The causes of writer’s block are commonly associated with any form of severe stress that the writer experiences. This can stem from external sources such as death in the family, financial or marital issues. Sometimes the source of stress can be internal, where the writer puts pressure on him/herself to surpass previous successes or avoid previous failures.
According to Wikipedia, when the kind of pressure that induces writer’s block is present, the brain’s functioning shifts from the cerebral cortex to the more primitive limbic system. The limbic system is associated with the more basic processes, such as fight or flight, which primitive man needed to survive in the wild. The fear induced by the stress causes the brain the bypass the creative thinking part of the brain, which explains the writer’s sensation of feeling stuck.
What can be done to help?
There are literally thousands of publications that are aimed at repairing or building self esteem. One book that has done particularly well is Timothy Gallwey’s The Inner Game of Tennis. In it he describes the mental strategies that tennis players use to overcome their sense of fear and self-doubt in order to perform under enormous pressure. His ideas became so popular that professionals in other disciplines have adopted them and prompted a series of books including, The Inner Game of Music (for performing musicians who suffer from debilitating performance anxiety) and The Inner Game of Work.

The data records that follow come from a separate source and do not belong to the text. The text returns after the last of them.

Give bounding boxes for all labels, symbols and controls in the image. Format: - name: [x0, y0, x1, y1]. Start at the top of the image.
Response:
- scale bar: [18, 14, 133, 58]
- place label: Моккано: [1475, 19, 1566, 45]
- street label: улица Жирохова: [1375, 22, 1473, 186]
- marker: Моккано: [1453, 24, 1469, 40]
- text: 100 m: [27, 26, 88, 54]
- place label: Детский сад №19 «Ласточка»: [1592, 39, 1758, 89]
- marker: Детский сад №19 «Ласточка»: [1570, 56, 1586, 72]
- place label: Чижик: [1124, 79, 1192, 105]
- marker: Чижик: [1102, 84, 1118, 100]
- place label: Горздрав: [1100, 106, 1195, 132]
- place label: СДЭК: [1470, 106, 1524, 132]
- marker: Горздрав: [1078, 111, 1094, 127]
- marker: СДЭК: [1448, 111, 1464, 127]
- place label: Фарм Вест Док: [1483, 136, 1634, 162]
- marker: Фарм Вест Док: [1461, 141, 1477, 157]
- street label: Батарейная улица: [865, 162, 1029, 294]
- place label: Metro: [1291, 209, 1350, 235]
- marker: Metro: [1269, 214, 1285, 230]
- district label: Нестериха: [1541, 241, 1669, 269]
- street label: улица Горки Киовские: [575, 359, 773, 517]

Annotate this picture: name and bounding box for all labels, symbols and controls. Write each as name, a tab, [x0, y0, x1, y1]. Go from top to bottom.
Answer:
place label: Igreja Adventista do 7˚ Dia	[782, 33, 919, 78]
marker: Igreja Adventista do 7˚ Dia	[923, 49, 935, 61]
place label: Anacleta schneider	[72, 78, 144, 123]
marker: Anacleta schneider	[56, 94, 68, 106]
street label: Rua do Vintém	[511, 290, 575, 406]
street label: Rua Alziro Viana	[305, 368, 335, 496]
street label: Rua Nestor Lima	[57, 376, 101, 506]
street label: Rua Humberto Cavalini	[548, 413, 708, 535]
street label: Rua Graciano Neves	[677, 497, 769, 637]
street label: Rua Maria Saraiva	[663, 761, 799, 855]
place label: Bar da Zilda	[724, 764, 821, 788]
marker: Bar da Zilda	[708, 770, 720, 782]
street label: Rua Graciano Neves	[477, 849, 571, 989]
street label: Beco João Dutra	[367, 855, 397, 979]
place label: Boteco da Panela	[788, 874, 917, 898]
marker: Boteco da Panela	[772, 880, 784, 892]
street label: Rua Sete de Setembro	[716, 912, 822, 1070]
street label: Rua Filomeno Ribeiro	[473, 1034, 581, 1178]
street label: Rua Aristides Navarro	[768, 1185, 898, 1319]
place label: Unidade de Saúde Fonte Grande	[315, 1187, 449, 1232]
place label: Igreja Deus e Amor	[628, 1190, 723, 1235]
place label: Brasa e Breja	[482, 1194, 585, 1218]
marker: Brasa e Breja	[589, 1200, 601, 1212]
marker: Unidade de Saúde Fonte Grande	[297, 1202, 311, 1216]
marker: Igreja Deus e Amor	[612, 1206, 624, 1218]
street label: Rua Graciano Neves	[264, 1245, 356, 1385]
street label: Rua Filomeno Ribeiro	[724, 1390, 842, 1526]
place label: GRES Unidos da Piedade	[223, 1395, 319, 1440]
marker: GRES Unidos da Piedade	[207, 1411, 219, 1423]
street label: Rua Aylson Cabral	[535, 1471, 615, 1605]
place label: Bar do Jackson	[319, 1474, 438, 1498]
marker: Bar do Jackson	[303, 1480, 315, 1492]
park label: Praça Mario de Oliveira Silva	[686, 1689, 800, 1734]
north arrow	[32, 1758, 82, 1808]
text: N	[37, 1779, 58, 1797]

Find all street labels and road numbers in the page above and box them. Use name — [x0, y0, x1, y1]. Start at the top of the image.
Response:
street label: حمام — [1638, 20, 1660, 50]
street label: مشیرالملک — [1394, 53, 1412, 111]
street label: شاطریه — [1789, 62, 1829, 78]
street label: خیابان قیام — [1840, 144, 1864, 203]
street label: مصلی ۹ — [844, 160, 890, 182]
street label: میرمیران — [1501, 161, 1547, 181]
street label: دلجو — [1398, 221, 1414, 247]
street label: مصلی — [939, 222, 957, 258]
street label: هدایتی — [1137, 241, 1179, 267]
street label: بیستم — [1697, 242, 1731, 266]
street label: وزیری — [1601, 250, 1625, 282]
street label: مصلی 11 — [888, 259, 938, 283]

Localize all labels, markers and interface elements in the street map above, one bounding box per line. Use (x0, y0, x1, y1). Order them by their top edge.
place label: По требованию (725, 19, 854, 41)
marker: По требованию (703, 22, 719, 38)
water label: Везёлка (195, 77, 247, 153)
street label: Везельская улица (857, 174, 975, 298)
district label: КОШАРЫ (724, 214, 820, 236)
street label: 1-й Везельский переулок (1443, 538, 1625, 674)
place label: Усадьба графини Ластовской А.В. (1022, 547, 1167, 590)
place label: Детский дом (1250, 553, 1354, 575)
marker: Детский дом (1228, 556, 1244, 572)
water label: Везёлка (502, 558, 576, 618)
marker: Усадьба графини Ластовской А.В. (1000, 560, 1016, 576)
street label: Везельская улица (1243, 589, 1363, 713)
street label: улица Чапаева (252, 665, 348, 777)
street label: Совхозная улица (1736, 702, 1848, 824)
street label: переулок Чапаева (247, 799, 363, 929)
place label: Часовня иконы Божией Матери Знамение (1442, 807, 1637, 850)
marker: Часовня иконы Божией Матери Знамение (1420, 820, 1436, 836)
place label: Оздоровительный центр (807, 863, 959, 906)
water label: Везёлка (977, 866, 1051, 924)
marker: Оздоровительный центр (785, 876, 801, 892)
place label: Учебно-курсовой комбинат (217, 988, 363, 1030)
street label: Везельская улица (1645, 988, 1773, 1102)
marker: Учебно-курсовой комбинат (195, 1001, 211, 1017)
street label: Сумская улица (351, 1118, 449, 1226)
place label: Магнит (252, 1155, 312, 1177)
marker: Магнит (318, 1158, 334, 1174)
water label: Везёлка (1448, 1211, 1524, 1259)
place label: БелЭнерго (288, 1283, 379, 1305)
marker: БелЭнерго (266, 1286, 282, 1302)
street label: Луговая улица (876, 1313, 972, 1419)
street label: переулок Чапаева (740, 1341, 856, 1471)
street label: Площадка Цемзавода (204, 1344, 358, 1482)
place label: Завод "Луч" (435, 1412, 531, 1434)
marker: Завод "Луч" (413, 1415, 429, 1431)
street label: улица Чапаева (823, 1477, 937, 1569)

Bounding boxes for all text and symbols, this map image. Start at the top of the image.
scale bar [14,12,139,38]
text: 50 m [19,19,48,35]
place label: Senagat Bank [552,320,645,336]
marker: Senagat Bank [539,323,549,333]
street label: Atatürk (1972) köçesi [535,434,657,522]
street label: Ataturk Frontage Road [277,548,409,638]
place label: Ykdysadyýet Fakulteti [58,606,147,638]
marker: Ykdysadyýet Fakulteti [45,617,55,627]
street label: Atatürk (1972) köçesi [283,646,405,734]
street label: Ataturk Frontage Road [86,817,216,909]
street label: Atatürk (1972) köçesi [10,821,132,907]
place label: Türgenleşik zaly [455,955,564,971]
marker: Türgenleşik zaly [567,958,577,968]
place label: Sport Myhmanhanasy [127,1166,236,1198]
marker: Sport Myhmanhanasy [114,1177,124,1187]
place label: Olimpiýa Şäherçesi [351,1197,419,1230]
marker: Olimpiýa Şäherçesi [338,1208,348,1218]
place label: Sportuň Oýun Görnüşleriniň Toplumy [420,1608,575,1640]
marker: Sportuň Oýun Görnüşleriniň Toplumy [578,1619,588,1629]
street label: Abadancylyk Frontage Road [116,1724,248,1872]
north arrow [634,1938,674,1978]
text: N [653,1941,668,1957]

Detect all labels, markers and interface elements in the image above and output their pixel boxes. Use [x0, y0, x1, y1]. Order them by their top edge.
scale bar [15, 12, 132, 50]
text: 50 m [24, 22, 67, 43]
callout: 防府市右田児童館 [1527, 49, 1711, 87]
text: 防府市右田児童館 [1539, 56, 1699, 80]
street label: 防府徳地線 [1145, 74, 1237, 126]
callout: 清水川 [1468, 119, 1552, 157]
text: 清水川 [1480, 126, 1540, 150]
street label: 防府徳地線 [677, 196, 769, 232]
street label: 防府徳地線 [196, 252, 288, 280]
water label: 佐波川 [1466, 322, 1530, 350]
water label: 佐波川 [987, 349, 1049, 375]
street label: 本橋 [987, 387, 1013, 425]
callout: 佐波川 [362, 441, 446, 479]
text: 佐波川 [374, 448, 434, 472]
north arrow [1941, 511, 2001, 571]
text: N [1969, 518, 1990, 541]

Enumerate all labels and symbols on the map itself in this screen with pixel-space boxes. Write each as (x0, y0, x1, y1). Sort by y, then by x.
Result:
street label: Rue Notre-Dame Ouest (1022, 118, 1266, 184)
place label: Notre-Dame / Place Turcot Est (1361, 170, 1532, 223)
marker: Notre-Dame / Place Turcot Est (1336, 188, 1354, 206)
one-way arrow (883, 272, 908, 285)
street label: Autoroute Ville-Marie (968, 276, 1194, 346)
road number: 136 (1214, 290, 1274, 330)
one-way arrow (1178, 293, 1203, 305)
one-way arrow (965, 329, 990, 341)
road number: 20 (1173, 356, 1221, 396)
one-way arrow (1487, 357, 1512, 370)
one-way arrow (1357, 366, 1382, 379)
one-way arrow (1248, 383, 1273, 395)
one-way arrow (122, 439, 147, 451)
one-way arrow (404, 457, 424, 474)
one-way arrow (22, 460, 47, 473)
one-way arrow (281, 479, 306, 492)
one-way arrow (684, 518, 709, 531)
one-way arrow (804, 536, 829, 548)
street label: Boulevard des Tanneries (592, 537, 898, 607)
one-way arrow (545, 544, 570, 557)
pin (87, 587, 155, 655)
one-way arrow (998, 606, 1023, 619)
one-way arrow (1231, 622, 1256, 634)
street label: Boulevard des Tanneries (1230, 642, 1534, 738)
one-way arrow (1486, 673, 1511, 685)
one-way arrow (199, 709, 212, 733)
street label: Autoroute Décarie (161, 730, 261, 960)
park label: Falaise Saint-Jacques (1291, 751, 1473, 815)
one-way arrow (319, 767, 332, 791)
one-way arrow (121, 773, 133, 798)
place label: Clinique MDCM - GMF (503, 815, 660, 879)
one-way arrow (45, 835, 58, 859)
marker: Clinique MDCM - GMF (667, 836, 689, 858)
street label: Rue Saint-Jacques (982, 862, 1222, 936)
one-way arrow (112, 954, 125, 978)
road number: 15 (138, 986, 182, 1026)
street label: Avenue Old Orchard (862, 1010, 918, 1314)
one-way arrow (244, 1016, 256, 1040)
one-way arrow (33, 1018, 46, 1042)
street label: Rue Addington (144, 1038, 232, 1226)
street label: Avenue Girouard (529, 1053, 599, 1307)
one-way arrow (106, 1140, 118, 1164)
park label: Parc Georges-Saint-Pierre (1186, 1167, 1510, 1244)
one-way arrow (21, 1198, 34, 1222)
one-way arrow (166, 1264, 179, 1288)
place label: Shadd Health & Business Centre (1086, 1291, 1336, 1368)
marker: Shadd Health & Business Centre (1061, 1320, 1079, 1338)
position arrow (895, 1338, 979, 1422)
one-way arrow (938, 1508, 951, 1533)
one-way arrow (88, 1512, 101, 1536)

Another popular book that can be extremely helpful in unlocking creative potential is The Artist’s Way by Julia Cameron. The book sets tasks and goals over a 12-week period which aims to build self-confidence and promote creative activity.
For those who are constantly on the go, there is an app called Quiller (developed by Amy Randolph),which helps stimulate journal writing. The app comes with five writing categories and 200 prompts that aim to help the user access difficult emotions and express them through writing.
A helpful tip from one of the best
In an article translated for the New York Times, Gabriel Garcia Marquez quotes one of his favourite pieces of advice from Ernst Hemingway: “Each day’s work should only be interrupted when one knows where to begin again the next day.” Marquez goes on to say that it is the best way to avoid what he calls the most terrible spectre of writers: the morning agony of facing the blank page.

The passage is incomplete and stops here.